Long term functional outcomes and health-related quality of life in patients with esophageal atresia - A tertiary centre experience.

Purpose: This study evaluates the clinical outcomes and compares the quality of life in esophageal atresia patients over the past two decades.

Method: Medical records of all esophageal atresia (EA) patients who received surgical repair between 1997 and 2022 in a tertiary center were reviewed to assess for associated anomalies and complications. Both patients and parents were invited to participate in health-related quality of life (HRQOL) studies either in person, via phone or online. The Pediatric Quality of Life Inventory Generic (Peds-QL) Core Scale Version 4.0 and Gastrointestinal Quality of Life Index (GIQLI) were used as generic and system-specific assessment tools respectively. Numeric values were expressed in medians (interquartile range).

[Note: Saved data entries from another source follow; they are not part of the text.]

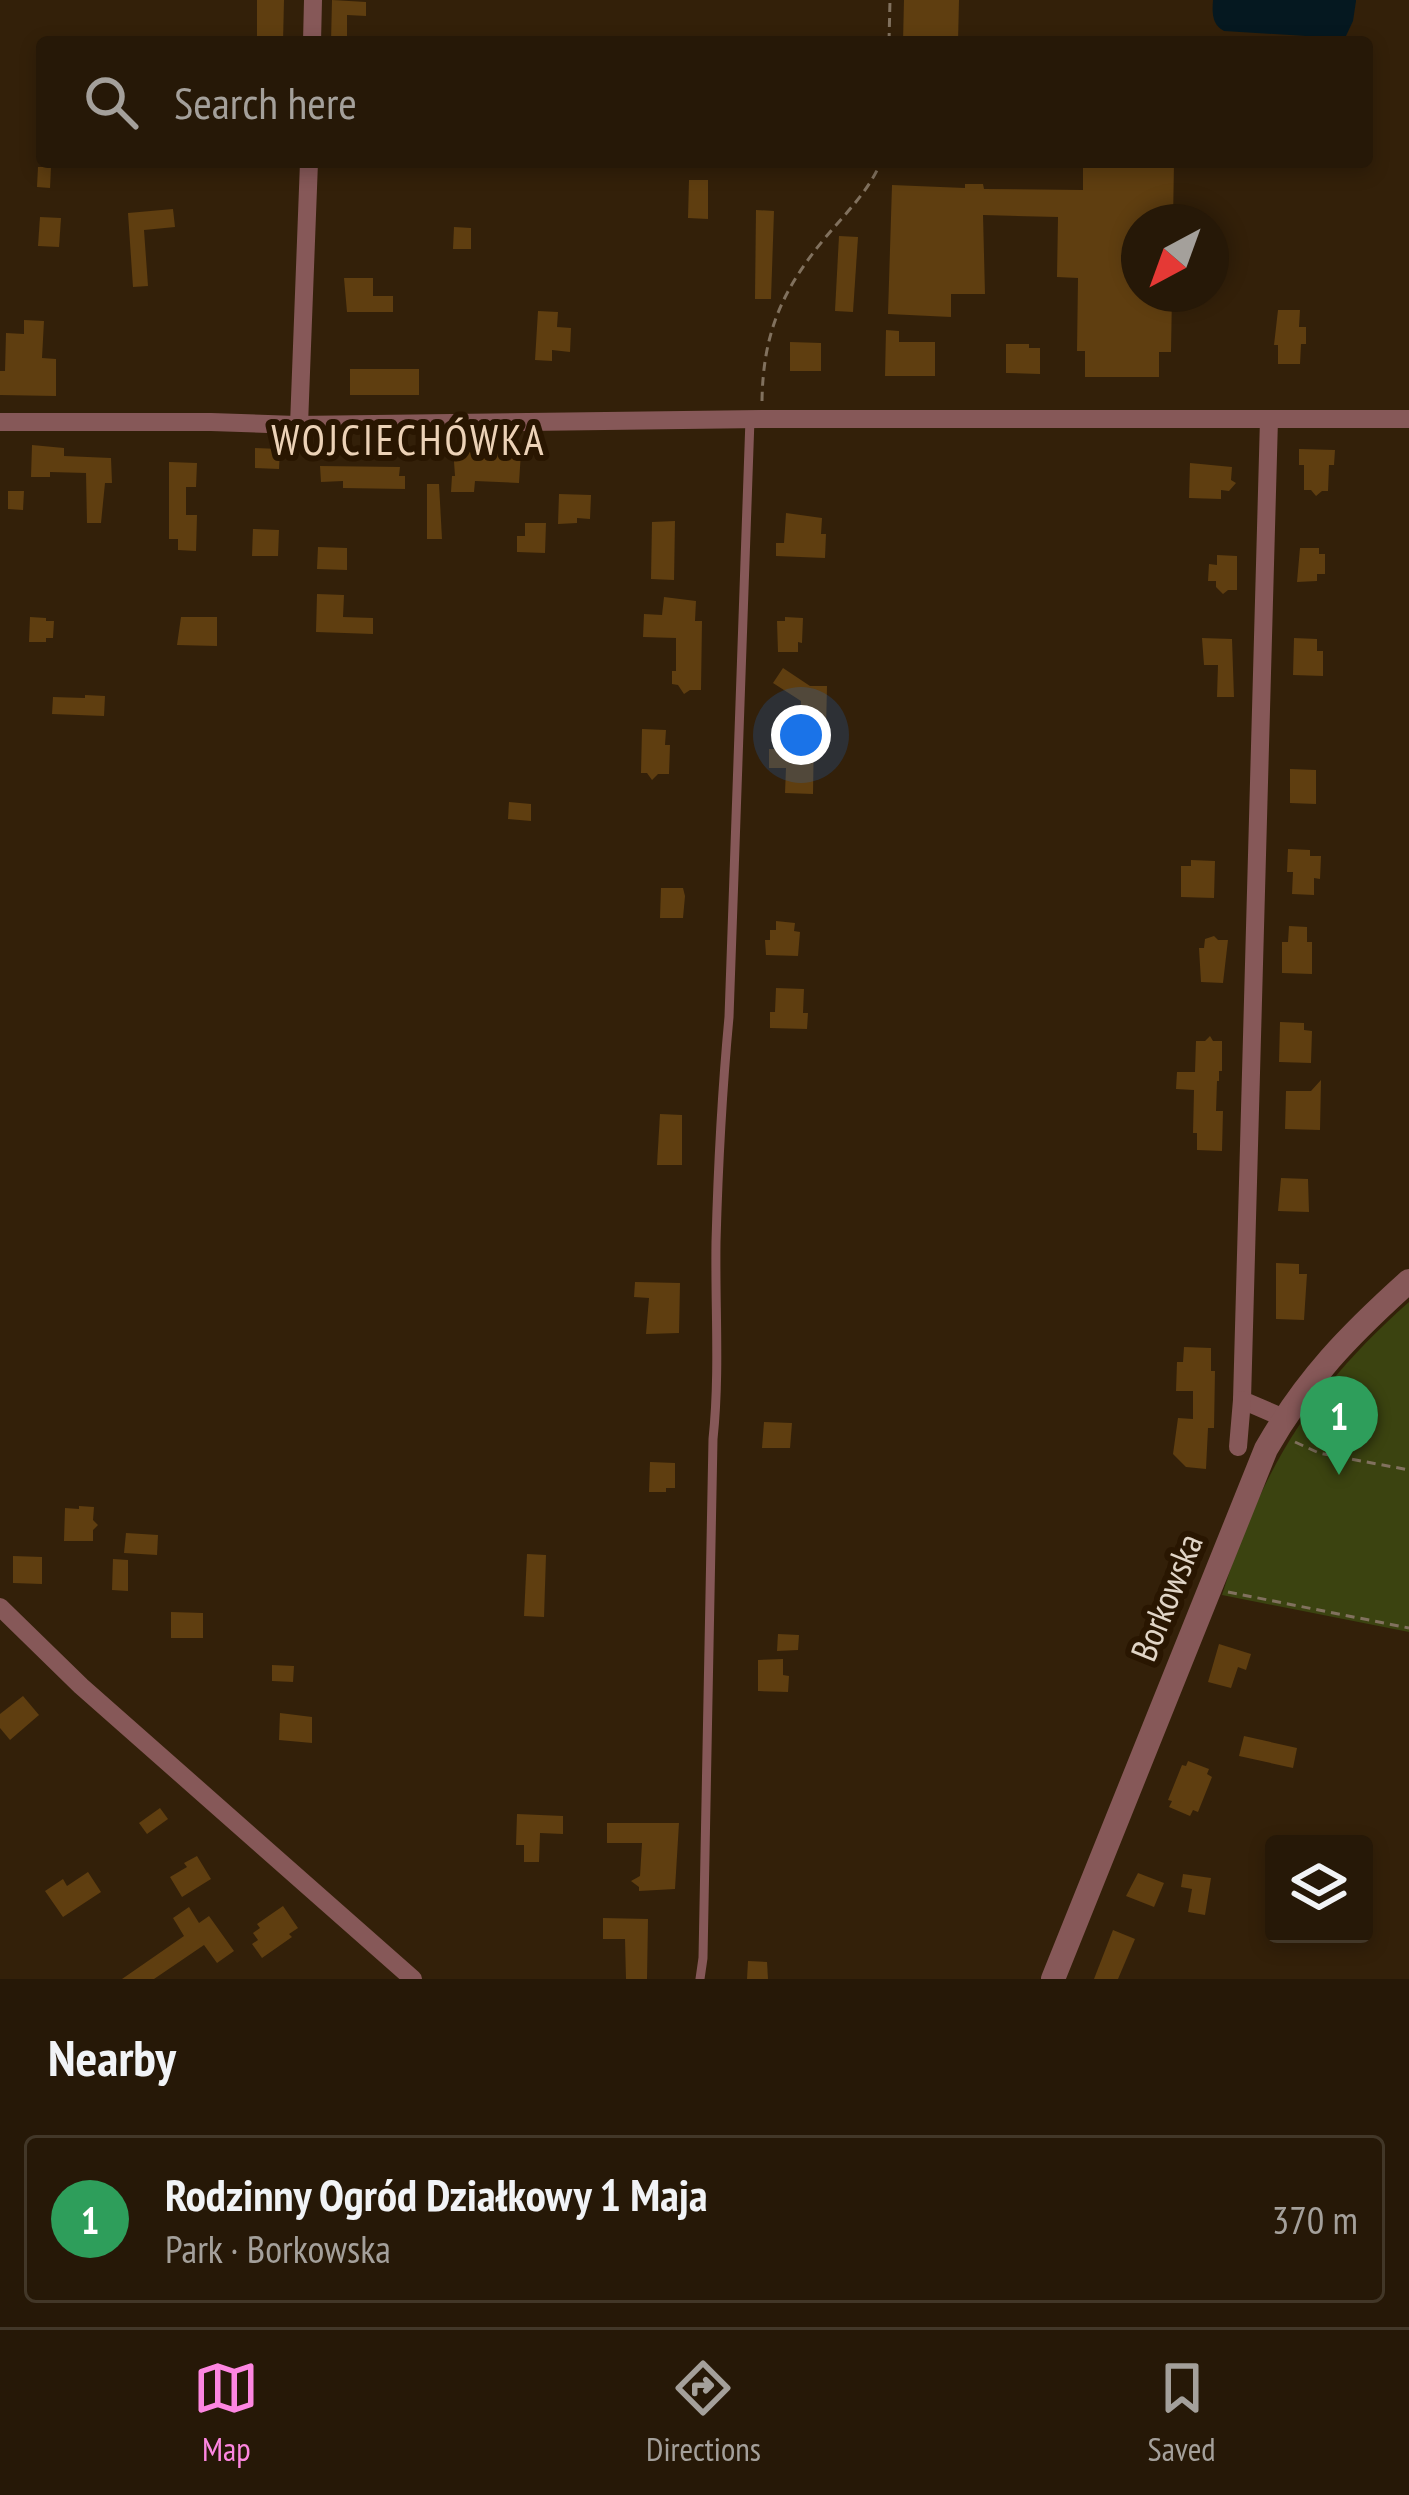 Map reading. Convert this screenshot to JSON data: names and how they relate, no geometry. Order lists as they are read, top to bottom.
{
  "streets": {
    "street": ["Borkowska"]
  },
  "districts": ["WOJCIECHÓWKA"],
  "north": "bottom left",
  "page": {
    "search": "Search here",
    "pins": "1",
    "heading": "Nearby",
    "list": [
      {
        "mark": "1",
        "name": "Rodzinny Ogród Działkowy 1 Maja",
        "note": "Park · Borkowska",
        "value": "370 m"
      }
    ],
    "nav": ["Map", "Directions", "Saved"]
  }
}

Results: A total of 31 patients were eligible for the study. The median birth weight was 2.47 kg (1.93-3.08). The smallest patient had a birth weight of 1.36 kg. Primary repair was performed in 28 (90.3 %) patients. Anastomotic leak was reported in two (6.45 %) patients, both of them requiring revision surgery. Repeated endoscopic dilatation was required in 11 (35.5 %) patients and seven (22.6 %) required anti-reflux procedures. For the HRQOL assessment, our cohort of patients showed an overall score of 76.1 (62-93.5), physical score of 90.6 (68.8-100) and psychosocial score of 63.3 (56.7-91.7) when using the generic Peds-QL questionnaire. When using the system-specific GIQLI, they scored 120 (106.8-128). EA patients show significantly poor HRQOL as reflected in both generic and system-specific questionnaires.

Conclusion: Long term survivors of esophageal atresia demonstrated inferior HRQOL compared to normal population in both generic and system-specific assessment tools. Life-long follow-up and monitoring are essential in order to provide holistic care to these patients.